How TV shows are changing the way we see sport
Sports dramas, biographical stories and the culture of the "unspoken"
April 21st, 2020
With the main professional leagues of the world stopped due to the pandemic, the phase that should have brought the sport to be told through a new communication style has undergone a sharp acceleration: in the absence of an event/match that can be conveyed through mainstream media, the sports series are the reference product in a very particular historical context.
The message came loud and clear when ESPN and Netflix decided to anticipate the release of ''The Last Dance'': at a time when traditional storytelling has no reason to exist, we might as well anticipate the times and offer the public a taste of what will be in the near future.
If on the one hand you can not agree with those who believe that traditional in-depth programs have now been overcome by that reality made of bloggers able to explain and analyze every aspect in a much more intuitive way than many professionals, on the other the future does not necessarily have to be in the story behind the scenes. Wondering if a series like "All or Nothing" will become a new form of complementary entertainment to the game is legitimate; answering yes would be misleading, especially in relation to some structural defects and shortcomings of a relatively immature product, especially as regards European culture.
Before going into the specifics, however, we need to differentiate between "The Last Dance" and any other series that closely followed the rides and/or the misadventures of the football teams: if in the first case, tell stories of personal relationships that ended badly o behaviors that are not strictly ethical would not have consequences for the various protagonist brands (Michael Jordan - Chicago Bulls - Phil Jackson); in the second we must start from the assumption that we are talking about docu-series that have been used by the companies themselves to increase their brand-credibility with the aim of not going to affect the big interests that gravitate around it, however creating a relatively final product hardly credible.
Take for example the Manchester City series created by Amazon Prime Video; at the beginning the idea of innovation was substantiated in the story as a means of loyalty beyond the field: showing what happens inside the dressing room of one of the most glamorous clubs of the last decade has made sure that the fans lived in an even way more exclusive, symbiotic and totalizing the relationship with his team, making them feel an integral part of a world that, before then, had only partially lived. The rest was done by the charm and charisma exercised by the figure of Pep Guardiola, perfectly at ease in front of the camera and theatrical at the right point for what concerns expressions and movements in every single frame.

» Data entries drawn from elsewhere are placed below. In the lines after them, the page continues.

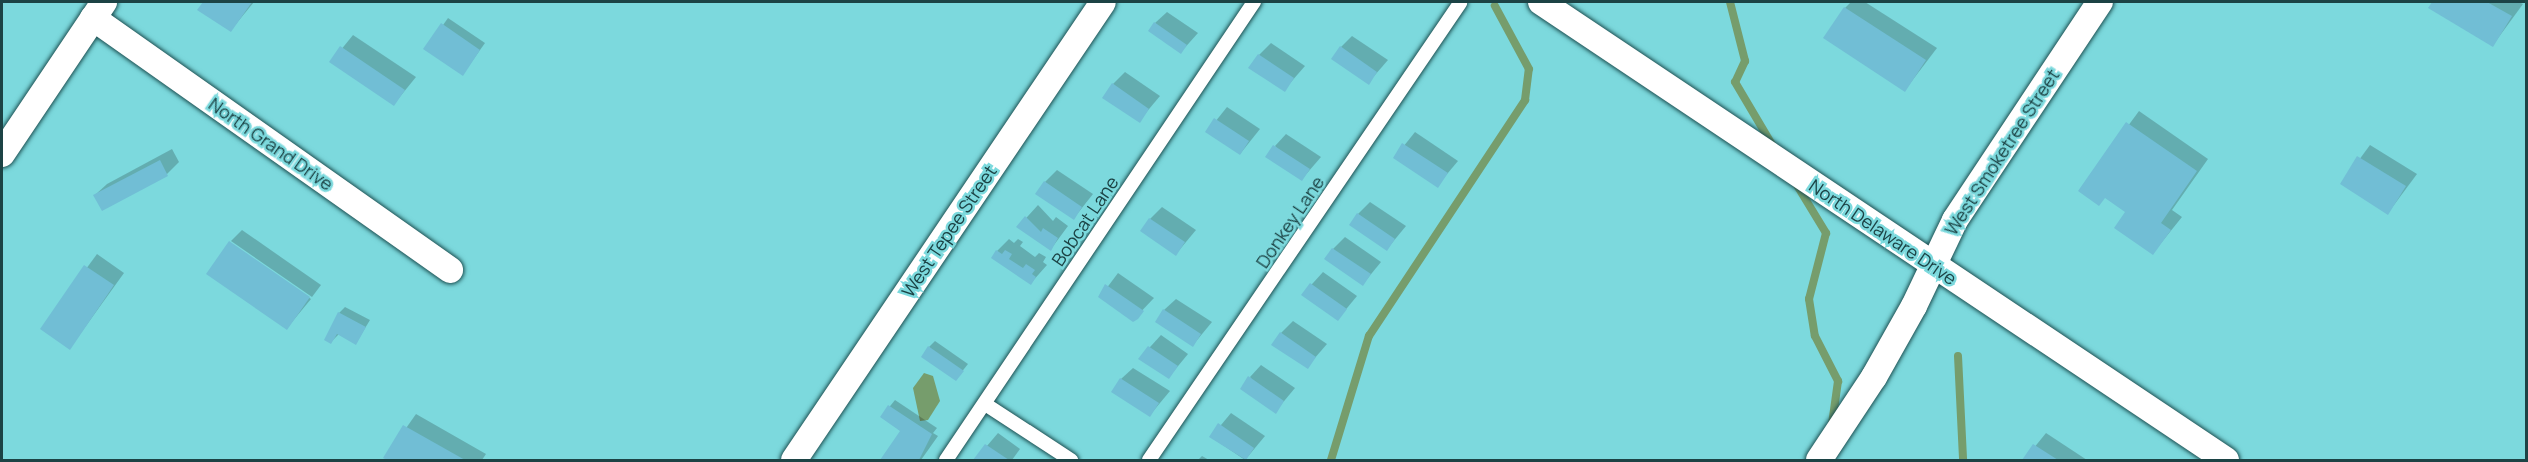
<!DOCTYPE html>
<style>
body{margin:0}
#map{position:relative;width:2528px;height:462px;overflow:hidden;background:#7cd9dd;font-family:Manrope,sans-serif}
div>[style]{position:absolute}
.water>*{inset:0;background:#769d6c}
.shadow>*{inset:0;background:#0003}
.stream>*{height:8px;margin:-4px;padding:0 4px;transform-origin:4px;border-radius:4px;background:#769d6c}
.building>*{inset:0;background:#71bed5}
.roads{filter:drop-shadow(0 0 2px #1d5052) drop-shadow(0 0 2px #1d5052)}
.lane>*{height:14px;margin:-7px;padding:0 7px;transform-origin:7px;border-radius:7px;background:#fff}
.street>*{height:26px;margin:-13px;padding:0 13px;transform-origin:13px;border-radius:13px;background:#fff}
span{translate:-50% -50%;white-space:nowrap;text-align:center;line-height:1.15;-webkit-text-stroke:5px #7cd9dd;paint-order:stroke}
.street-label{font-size:18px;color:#1c4345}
.frame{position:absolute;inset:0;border:3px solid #1c4345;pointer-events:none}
</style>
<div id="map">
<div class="water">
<div style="clip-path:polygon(924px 373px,933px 376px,940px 401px,928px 420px,920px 421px,913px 388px)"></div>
</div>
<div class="shadow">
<div style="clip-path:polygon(205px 2px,254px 2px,231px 30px,200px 9px)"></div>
<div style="clip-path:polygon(1851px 2px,1865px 2px,1937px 48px,1905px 90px,1845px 8px)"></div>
<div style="clip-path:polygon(2433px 2px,2519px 2px,2523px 4px,2493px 45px,2430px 8px)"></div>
<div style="clip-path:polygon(1167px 12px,1198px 33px,1181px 52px,1155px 23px)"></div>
<div style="clip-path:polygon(448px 18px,485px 43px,463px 74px,426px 49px)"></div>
<div style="clip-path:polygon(353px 35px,416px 77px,394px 104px,331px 62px)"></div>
<div style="clip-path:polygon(1352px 36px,1388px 60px,1368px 83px,1341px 47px)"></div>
<div style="clip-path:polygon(1271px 43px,1305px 66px,1284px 90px,1259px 55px)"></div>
<div style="clip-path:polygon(1125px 72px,1160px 96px,1139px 121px,1113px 84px)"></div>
<div style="clip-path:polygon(1227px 107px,1260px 129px,1240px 154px,1207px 132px)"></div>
<div style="clip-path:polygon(2139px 111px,2208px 159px,2172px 210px,2182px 217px,2153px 253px,2127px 212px,2106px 197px,2080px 191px)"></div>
<div style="clip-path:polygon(1415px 132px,1458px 161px,1437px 186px,1395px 157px)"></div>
<div style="clip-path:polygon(1286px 134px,1321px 157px,1302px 179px,1275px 146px)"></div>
<div style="clip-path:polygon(2370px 145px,2417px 174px,2388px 213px,2342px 183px)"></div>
<div style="clip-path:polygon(172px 149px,179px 162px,167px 174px,103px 209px,95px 195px,107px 184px)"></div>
<div style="clip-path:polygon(1057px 170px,1093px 194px,1074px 218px,1045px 182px)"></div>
<div style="clip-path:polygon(1370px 202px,1406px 226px,1387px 249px,1358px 214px)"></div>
<div style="clip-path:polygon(1038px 205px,1053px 221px,1056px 217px,1068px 226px,1051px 249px,1018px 227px)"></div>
<div style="clip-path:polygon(1162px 207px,1196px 230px,1176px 254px,1150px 219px)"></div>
<div style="clip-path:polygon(242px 230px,321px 285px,312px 297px,231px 241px)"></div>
<div style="clip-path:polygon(1345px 237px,1381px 262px,1363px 284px,1333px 249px)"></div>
<div style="clip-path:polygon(1009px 239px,1014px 243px,1018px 239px,1023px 242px,1020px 246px,1035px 257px,1039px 253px,1046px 257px,1043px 262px,1047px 265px,1031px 283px,997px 251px)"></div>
<div style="clip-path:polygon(230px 244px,311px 299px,287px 328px)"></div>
<div style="clip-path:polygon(97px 254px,124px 273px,70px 348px,42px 329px)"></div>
<div style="clip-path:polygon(1323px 272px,1357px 296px,1338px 319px,1303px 294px)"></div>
<div style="clip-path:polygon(1118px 273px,1154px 298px,1133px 320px,1100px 297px)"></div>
<div style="clip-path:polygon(1176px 299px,1212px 322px,1193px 345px,1164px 310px)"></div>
<div style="clip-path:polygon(345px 307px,370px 320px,356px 343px,339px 334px,331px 342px,339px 313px)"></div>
<div style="clip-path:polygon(1293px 321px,1327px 344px,1307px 367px,1281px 333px)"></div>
<div style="clip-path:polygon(1161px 335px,1188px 354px,1169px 377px,1140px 358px)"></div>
<div style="clip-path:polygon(935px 341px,968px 364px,956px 379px,929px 347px)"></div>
<div style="clip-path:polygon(1261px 365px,1295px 388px,1275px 412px,1250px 377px)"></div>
<div style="clip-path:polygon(1133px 368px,1170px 391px,1150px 415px,1121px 379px)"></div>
<div style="clip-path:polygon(895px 400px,937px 428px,933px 433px,938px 436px,921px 460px,882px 460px,902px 432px,882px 416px)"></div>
<div style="clip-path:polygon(1231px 413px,1265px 436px,1245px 460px,1211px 437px)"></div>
<div style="clip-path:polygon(416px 414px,486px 454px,482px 460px,385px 458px)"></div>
<div style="clip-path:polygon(998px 433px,1020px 449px,1012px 460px,975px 460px)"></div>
<div style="clip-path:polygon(2046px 433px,2087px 460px,2024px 460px)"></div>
<div style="clip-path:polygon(1202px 456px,1209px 460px,1198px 460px)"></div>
</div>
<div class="stream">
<div style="left:1730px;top:2px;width:61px;rotate:75.7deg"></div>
<div style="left:1745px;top:61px;width:23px;rotate:115deg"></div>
<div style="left:1735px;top:82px;width:77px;rotate:59.4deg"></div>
<div style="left:1795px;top:182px;width:60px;rotate:58.7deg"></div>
<div style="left:1826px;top:233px;width:68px;rotate:104.4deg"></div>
<div style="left:1809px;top:299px;width:37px;rotate:81deg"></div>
<div style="left:1815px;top:336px;width:51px;rotate:62.9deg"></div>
<div style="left:1838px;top:381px;width:43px;rotate:97.9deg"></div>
<div style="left:1958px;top:356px;width:104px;rotate:87.2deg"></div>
<div style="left:1331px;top:460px;width:130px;rotate:-73deg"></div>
<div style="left:1369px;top:336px;width:283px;rotate:-56.5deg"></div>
<div style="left:1525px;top:100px;width:31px;rotate:-83deg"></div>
<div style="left:1529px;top:69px;width:72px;rotate:-118.4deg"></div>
</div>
<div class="building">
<div style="clip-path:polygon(203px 2px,252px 2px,231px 32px,197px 10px)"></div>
<div style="clip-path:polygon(2432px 2px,2487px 2px,2512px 16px,2493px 47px,2428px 8px)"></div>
<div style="clip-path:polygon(1844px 7px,1926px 60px,1905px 92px,1823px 38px)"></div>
<div style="clip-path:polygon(1154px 22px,1187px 45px,1181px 54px,1148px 31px)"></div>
<div style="clip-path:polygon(441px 23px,480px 50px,463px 76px,423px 49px)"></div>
<div style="clip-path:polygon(340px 46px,405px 90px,394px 106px,329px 62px)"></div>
<div style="clip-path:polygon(1340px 46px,1377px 72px,1369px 85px,1331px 59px)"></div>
<div style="clip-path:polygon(1258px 54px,1294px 78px,1285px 92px,1248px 68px)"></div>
<div style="clip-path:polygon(1112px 83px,1149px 109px,1140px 123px,1102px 98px)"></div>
<div style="clip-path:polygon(1214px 118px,1249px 141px,1240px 155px,1205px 132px)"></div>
<div style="clip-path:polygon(2126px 122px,2197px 171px,2161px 223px,2171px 230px,2153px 255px,2114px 228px,2125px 212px,2105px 198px,2099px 206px,2078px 191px)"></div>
<div style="clip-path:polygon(1402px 143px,1448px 173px,1438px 188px,1393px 158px)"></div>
<div style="clip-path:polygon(1273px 145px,1310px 169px,1302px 181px,1265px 157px)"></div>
<div style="clip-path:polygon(2357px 156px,2406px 186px,2388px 215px,2340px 184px)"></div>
<div style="clip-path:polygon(160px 160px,168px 176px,102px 211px,93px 195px)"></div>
<div style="clip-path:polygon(1044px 181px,1082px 207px,1074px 220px,1035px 194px)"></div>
<div style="clip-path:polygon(1357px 213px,1395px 239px,1387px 251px,1349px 225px)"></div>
<div style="clip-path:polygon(1025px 216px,1041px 232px,1043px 228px,1058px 238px,1051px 251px,1016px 227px)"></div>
<div style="clip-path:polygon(1149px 218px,1185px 242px,1176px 256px,1140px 231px)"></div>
<div style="clip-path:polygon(229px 241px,310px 297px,287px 330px,206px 274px)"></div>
<div style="clip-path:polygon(1332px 248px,1371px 274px,1363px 286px,1324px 259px)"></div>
<div style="clip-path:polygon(996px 250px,1002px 254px,1005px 250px,1012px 254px,1009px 259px,1023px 268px,1026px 264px,1035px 270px,1032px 274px,1036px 277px,1031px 285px,991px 258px)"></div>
<div style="clip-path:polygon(84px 265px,114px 285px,70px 350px,40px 329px)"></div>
<div style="clip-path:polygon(1310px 283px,1347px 309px,1338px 321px,1301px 295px)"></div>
<div style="clip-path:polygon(1105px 284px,1144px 311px,1138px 319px,1133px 322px,1098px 297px)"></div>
<div style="clip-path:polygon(1163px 309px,1201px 334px,1193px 347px,1155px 322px)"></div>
<div style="clip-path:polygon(338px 312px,366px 327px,356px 345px,337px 334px,331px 344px,324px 340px)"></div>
<div style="clip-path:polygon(1280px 332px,1316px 357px,1308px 369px,1271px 345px)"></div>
<div style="clip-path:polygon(928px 346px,964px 371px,956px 381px,921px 357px)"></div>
<div style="clip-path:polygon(1148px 346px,1178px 366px,1169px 379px,1138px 359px)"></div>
<div style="clip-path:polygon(1248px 376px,1284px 401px,1276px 414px,1240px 389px)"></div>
<div style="clip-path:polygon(1120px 378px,1159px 403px,1150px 417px,1111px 392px)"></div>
<div style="clip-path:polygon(888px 405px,932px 434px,919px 460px,880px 460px,900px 431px,880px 417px)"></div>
<div style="clip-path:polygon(1218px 423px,1254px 448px,1246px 460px,1209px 437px)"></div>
<div style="clip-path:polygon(403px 425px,465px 460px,387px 460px,383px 458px)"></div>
<div style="clip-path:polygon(985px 444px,1009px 460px,973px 460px)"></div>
<div style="clip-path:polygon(2033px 444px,2058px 460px,2022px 460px)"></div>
</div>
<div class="roads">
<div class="lane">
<div style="left:985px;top:404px;width:103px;rotate:33.1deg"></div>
<div style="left:946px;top:460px;width:552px;rotate:-56.08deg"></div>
<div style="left:1149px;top:460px;width:553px;rotate:-55.76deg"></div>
</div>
<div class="street">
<div style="left:1541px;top:2px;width:824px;rotate:33.77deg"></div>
<div style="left:93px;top:18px;width:437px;rotate:35.2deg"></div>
<div style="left:2px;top:154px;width:183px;rotate:-56.1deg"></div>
<div style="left:794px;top:460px;width:552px;rotate:-55.99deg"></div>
<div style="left:1819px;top:460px;width:100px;rotate:-56.5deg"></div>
<div style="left:1874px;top:377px;width:81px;rotate:-60.6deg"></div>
<div style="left:1914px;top:306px;width:95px;rotate:-64.5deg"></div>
<div style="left:1955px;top:220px;width:262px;rotate:-56.4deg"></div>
</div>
</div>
<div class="street-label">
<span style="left:271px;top:144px;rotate:35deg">North Grand Drive</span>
<span style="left:2002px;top:152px;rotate:-57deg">West Smoketree Street</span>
<span style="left:1085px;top:221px;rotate:-56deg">Bobcat Lane</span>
<span style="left:1290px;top:222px;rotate:-56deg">Donkey Lane</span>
<span style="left:949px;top:231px;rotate:-56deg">West Tepee Street</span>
<span style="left:1883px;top:232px;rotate:34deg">North Delaware Drive</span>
</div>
<div class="frame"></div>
</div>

However, in the long run, the feeling that prevailed is that of the "unspoken", of the reality shown up to a certain point in favor of an exaltation that would go against the spirit of a production of this type: ''The docu-spot offers a compromise, take or leave: I take you inside, I show you the changing rooms, the players' houses, the rooms of power, the interiors of the sports center; in return you give up a complete story, uncomfortable where it needs to be, and you are content to see the things that work'', wrote Simone Torricini, highlighting the lack that unites ''All or Nothing: Manchester City'',''First Team: Juventus'' or ''Boca Juniors Confidential'': a story that ends up altering the perception of the facts to adapt to the logic of the target audience, deviating from the tracks of realism and objectivity to end up in a rhetorical dimension inherent in the blazon of certain clubs, which had to be overcome in view of the potential of the individual stories of the protagonists.

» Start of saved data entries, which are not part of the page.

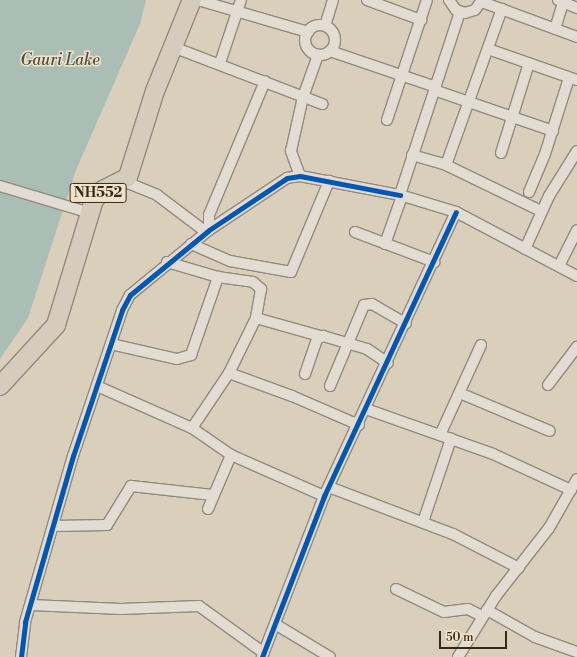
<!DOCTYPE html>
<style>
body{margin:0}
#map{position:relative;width:577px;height:657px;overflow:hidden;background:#d9cfbb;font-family:"Libre Bodoni",serif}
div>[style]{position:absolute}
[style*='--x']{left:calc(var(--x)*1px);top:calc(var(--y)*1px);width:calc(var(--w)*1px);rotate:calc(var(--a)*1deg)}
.water>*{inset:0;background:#abbeb5}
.roads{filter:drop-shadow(1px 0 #928a7d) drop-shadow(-1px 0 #928a7d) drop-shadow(0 1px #928a7d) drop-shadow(0 -1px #928a7d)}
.street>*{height:10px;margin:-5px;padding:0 5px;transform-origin:5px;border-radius:5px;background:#e2dcd2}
.street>.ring{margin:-5px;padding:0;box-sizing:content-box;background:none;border:10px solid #e2dcd2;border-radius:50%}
.highway>*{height:18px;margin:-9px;padding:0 9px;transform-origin:9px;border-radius:9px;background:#d6ccbe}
.cycleway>*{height:5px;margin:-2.5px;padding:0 2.5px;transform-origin:2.5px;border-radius:2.5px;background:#0057b8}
span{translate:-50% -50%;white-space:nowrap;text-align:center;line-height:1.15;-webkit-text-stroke:3px #efe2ca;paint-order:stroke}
.shield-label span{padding:1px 3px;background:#efe2ca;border:1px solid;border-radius:3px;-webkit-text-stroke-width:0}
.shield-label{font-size:14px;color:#382917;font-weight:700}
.water-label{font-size:16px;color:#504c3e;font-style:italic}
.scale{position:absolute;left:439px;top:631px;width:68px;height:18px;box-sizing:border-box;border:2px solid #382917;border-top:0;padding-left:5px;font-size:12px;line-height:14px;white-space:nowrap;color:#382917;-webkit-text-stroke:3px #efe2ca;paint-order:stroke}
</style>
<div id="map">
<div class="water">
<div style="clip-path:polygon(0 0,146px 0,140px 24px,76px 170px,28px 318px,0 359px)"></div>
</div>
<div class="roads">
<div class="street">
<div style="--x:198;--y:0;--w:115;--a:16.2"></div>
<div style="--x:367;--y:0;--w:58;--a:20.3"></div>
<div style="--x:449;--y:0;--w:12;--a:55"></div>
<div style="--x:456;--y:10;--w:9;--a:18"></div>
<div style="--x:465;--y:13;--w:10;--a:-17"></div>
<div style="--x:475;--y:10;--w:12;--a:-55"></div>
<div style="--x:558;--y:0;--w:21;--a:23"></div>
<div style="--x:482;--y:2;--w:101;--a:20.2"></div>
<div style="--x:460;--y:12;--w:193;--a:108.2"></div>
<div style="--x:400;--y:195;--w:59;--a:16.9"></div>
<div style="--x:456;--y:212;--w:137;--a:27.9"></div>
<div class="ring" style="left:305px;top:25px;width:20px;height:20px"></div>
<div style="--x:325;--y:26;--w:27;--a:-73"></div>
<div style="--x:555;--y:29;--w:30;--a:-73"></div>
<div style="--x:173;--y:47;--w:160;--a:20.9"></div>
<div style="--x:488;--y:49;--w:94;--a:19.2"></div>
<div style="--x:330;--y:51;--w:112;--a:18.8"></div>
<div style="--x:220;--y:63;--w:66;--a:-71.6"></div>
<div style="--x:434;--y:90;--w:126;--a:19"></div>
<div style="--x:387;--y:120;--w:126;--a:-71.6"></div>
<div style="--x:501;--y:153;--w:94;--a:-72.7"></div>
<div style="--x:412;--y:155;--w:35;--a:16"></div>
<div style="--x:446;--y:165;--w:106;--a:25.8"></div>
<div style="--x:446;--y:165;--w:166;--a:-70.3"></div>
<div style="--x:300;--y:176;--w:27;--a:-110"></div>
<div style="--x:291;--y:151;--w:55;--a:-77.5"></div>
<div style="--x:303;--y:97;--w:45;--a:-70.3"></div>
<div style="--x:123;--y:181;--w:37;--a:22"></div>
<div style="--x:157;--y:195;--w:61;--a:37.1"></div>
<div style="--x:0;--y:186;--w:94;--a:16.7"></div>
<div style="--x:529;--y:192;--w:41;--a:-67.2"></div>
<div style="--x:545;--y:154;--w:80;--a:-72.5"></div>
<div style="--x:209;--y:230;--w:15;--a:-90"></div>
<div style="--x:209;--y:215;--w:145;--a:-67.3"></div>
<div style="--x:355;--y:232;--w:85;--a:20.8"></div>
<div style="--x:191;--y:244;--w:43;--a:23.6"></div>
<div style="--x:230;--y:261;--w:62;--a:10.2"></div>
<div style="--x:291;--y:272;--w:99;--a:-67.3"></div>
<div style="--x:385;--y:244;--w:51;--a:-70.5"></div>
<div style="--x:525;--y:249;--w:58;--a:-65.6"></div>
<div style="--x:549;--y:196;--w:53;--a:-58.1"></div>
<div style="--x:167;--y:262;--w:53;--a:16.4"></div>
<div style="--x:218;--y:277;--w:35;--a:8"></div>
<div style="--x:253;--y:282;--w:11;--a:41"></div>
<div style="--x:261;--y:289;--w:29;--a:100"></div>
<div style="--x:256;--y:318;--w:61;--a:116.1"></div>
<div style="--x:229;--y:373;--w:66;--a:123.9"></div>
<div style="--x:559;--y:266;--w:40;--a:-63.4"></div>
<div style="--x:256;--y:318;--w:66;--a:15.7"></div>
<div style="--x:111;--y:344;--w:68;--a:12.8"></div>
<div style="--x:177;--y:359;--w:15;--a:-16"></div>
<div style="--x:191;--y:355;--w:83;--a:-70.9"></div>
<div style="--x:229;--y:373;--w:67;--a:20.1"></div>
<div style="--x:292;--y:396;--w:73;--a:23.4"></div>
<div style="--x:305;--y:374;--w:37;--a:-71"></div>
<div style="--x:317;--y:339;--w:7;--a:-27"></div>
<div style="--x:323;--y:336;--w:46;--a:16.5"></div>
<div style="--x:367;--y:349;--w:25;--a:34"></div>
<div style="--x:548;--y:385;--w:48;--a:-52.7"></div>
<div style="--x:97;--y:386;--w:104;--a:23.9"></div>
<div style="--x:192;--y:428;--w:47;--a:34.7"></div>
<div style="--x:231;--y:455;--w:102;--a:23.8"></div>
<div style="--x:330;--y:386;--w:88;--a:-67.2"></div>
<div style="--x:364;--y:305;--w:8;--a:-7"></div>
<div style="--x:372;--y:304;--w:39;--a:30"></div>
<div style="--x:462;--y:394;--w:95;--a:22.8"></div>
<div style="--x:366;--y:409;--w:135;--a:19.5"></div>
<div style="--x:493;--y:454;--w:86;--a:24.8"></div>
<div style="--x:440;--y:435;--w:99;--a:-65.5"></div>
<div style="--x:329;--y:487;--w:133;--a:20.8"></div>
<div style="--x:453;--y:534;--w:74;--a:27.3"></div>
<div style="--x:208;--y:509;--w:59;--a:-66.9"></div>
<div style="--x:423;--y:522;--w:88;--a:-71.4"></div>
<div style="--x:54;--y:526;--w:53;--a:-1.1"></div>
<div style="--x:107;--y:525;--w:46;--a:-58.4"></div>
<div style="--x:131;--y:486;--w:82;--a:6.3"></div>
<div style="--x:396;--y:589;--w:53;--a:25.6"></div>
<div style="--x:444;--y:612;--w:24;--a:-7"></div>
<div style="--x:468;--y:609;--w:16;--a:27"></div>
<div style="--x:31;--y:605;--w:90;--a:2.5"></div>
<div style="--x:121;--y:609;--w:78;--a:-2.2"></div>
<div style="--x:199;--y:606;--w:80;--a:35.9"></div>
<div style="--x:487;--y:610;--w:55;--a:29.4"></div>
<div style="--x:535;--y:637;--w:45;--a:19.7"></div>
<div style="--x:275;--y:624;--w:64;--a:31"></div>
<div style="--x:21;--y:657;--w:35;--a:-83"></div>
<div style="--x:25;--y:622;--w:173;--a:-73.9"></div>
<div style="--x:73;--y:456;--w:154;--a:-71.4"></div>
<div style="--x:122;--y:310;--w:17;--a:-62"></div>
<div style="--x:130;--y:295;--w:102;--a:-39.4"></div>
<div style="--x:209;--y:230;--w:94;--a:-33.7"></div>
<div style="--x:287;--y:178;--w:13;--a:-9"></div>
<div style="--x:300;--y:176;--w:102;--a:10.8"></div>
<div style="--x:262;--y:657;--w:173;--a:-68.9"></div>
<div style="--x:324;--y:496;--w:313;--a:-65.1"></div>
<div style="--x:458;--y:657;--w:72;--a:-58.1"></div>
<div style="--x:496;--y:596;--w:86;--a:-52.1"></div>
<div style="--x:549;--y:528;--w:56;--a:-60.3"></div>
</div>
<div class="highway">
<div style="--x:0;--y:386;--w:83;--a:-47.4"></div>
<div style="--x:56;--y:325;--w:131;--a:-73.1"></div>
<div style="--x:94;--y:200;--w:13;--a:-48"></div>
<div style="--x:103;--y:190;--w:28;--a:-27"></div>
<div style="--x:128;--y:177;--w:90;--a:-72.6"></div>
<div style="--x:155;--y:91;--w:98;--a:-67.9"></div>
</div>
</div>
<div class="cycleway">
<div style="--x:21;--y:657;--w:35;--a:-83"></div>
<div style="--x:25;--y:622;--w:173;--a:-73.9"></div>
<div style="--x:73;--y:456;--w:154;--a:-71.4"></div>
<div style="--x:122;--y:310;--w:17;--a:-62"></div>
<div style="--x:130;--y:295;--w:102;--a:-39.4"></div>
<div style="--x:209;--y:230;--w:94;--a:-33.7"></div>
<div style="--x:287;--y:178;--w:13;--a:-9"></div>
<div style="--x:300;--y:176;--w:102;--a:10.8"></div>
<div style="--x:262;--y:657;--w:173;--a:-68.9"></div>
<div style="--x:324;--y:496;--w:313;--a:-65.1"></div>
</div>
<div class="shield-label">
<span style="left:98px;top:193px">NH552</span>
</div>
<div class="water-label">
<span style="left:60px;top:60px">Gauri Lake</span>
</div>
<div class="scale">50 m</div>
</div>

From this point of view, a significant step forward has been made with "Sunderland "Til I Die", a Netflix series that traces the 2017/2018 season of the "Black Cats" after the ruinous relegation of the previous year. What was to be a gigantic marketing operation against the background of a triumphant return to the Premier League, has become the new benchmark of football storytelling: contrary to forecasts, Sunderland has experienced a second consecutive season in the name of collective psychodrama and of the epic in reverse, downgrading to League One and forcing the production to change the perspectives and perceptions of the narrative in the race. However, the choice to show everything despite the path of self-celebration was no longer feasible, proved to be a winning card: ''Sunderland 'Til I Die'' manages to perfectly describe the raw and true nature of football, especially when it materializes in the humor of the fans and in the imponderability of the fate that conditions it.
A "hard and pure" realism that Netflix successfully replicated in "Last Chance U" - in which the vicissitudes of the players of the East Mississippi Community College are told, taking up the themes of the occasion and too high expectations of players and coaches - and from which he diverged, with mixed fortunes, in "The English Game" in which the anecdotes told through the staging dominate rather than the historical accuracy and completeness.
Waiting to understand how and how much ''The Last Dance'' will change the way of understanding and narrating sport beyond sport, the idea is that the series of this type must continue on the path of a genuine narrative without filters or distortions on the ''branded content oriented'' line, to try to bridge the distance that separates them from less innovative products but more adherent to the reality they intend to tell.